§ **BRIEF**:
An exact copy of all the records is the expected answer.
↓↓↓
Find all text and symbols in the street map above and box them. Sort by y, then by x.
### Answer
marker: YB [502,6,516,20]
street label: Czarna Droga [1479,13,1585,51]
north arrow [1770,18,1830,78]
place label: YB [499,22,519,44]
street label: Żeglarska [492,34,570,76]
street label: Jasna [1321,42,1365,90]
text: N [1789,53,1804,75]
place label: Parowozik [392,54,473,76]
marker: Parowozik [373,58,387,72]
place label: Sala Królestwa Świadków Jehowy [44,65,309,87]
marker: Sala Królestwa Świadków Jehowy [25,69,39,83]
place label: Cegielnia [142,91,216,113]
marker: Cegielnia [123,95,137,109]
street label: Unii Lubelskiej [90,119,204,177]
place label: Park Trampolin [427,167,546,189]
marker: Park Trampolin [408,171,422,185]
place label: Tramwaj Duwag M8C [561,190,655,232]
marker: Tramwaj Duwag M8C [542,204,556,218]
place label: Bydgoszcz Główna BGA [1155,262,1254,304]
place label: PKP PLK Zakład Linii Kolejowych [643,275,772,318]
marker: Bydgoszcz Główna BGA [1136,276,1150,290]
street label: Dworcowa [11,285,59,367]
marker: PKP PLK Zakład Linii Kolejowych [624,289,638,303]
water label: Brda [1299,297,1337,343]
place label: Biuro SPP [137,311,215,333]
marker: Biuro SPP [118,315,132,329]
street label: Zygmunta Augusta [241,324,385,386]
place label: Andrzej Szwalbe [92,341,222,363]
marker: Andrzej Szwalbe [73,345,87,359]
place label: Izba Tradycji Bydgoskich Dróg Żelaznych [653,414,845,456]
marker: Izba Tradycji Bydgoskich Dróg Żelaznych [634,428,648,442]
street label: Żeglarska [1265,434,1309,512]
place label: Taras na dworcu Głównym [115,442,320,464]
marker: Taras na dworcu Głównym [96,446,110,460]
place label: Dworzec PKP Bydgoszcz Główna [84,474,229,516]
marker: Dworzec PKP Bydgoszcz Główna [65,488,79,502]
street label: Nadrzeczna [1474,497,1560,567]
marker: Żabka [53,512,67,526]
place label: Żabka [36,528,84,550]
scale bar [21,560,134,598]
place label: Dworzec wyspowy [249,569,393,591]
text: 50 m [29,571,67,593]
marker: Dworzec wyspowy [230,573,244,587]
↑↑↑
§ **THE ANSWER**:
Find all text and symbols in the street map above and box them. Sort by y, then by x.
### Answer
marker: YB [502,6,516,20]
street label: Czarna Droga [1479,13,1585,51]
north arrow [1770,18,1830,78]
place label: YB [499,22,519,44]
street label: Żeglarska [492,34,570,76]
street label: Jasna [1321,42,1365,90]
text: N [1789,53,1804,75]
place label: Parowozik [392,54,473,76]
marker: Parowozik [373,58,387,72]
place label: Sala Królestwa Świadków Jehowy [44,65,309,87]
marker: Sala Królestwa Świadków Jehowy [25,69,39,83]
place label: Cegielnia [142,91,216,113]
marker: Cegielnia [123,95,137,109]
street label: Unii Lubelskiej [90,119,204,177]
place label: Park Trampolin [427,167,546,189]
marker: Park Trampolin [408,171,422,185]
place label: Tramwaj Duwag M8C [561,190,655,232]
marker: Tramwaj Duwag M8C [542,204,556,218]
place label: Bydgoszcz Główna BGA [1155,262,1254,304]
place label: PKP PLK Zakład Linii Kolejowych [643,275,772,318]
marker: Bydgoszcz Główna BGA [1136,276,1150,290]
street label: Dworcowa [11,285,59,367]
marker: PKP PLK Zakład Linii Kolejowych [624,289,638,303]
water label: Brda [1299,297,1337,343]
place label: Biuro SPP [137,311,215,333]
marker: Biuro SPP [118,315,132,329]
street label: Zygmunta Augusta [241,324,385,386]
place label: Andrzej Szwalbe [92,341,222,363]
marker: Andrzej Szwalbe [73,345,87,359]
place label: Izba Tradycji Bydgoskich Dróg Żelaznych [653,414,845,456]
marker: Izba Tradycji Bydgoskich Dróg Żelaznych [634,428,648,442]
street label: Żeglarska [1265,434,1309,512]
place label: Taras na dworcu Głównym [115,442,320,464]
marker: Taras na dworcu Głównym [96,446,110,460]
place label: Dworzec PKP Bydgoszcz Główna [84,474,229,516]
marker: Dworzec PKP Bydgoszcz Główna [65,488,79,502]
street label: Nadrzeczna [1474,497,1560,567]
marker: Żabka [53,512,67,526]
place label: Żabka [36,528,84,550]
scale bar [21,560,134,598]
place label: Dworzec wyspowy [249,569,393,591]
text: 50 m [29,571,67,593]
marker: Dworzec wyspowy [230,573,244,587]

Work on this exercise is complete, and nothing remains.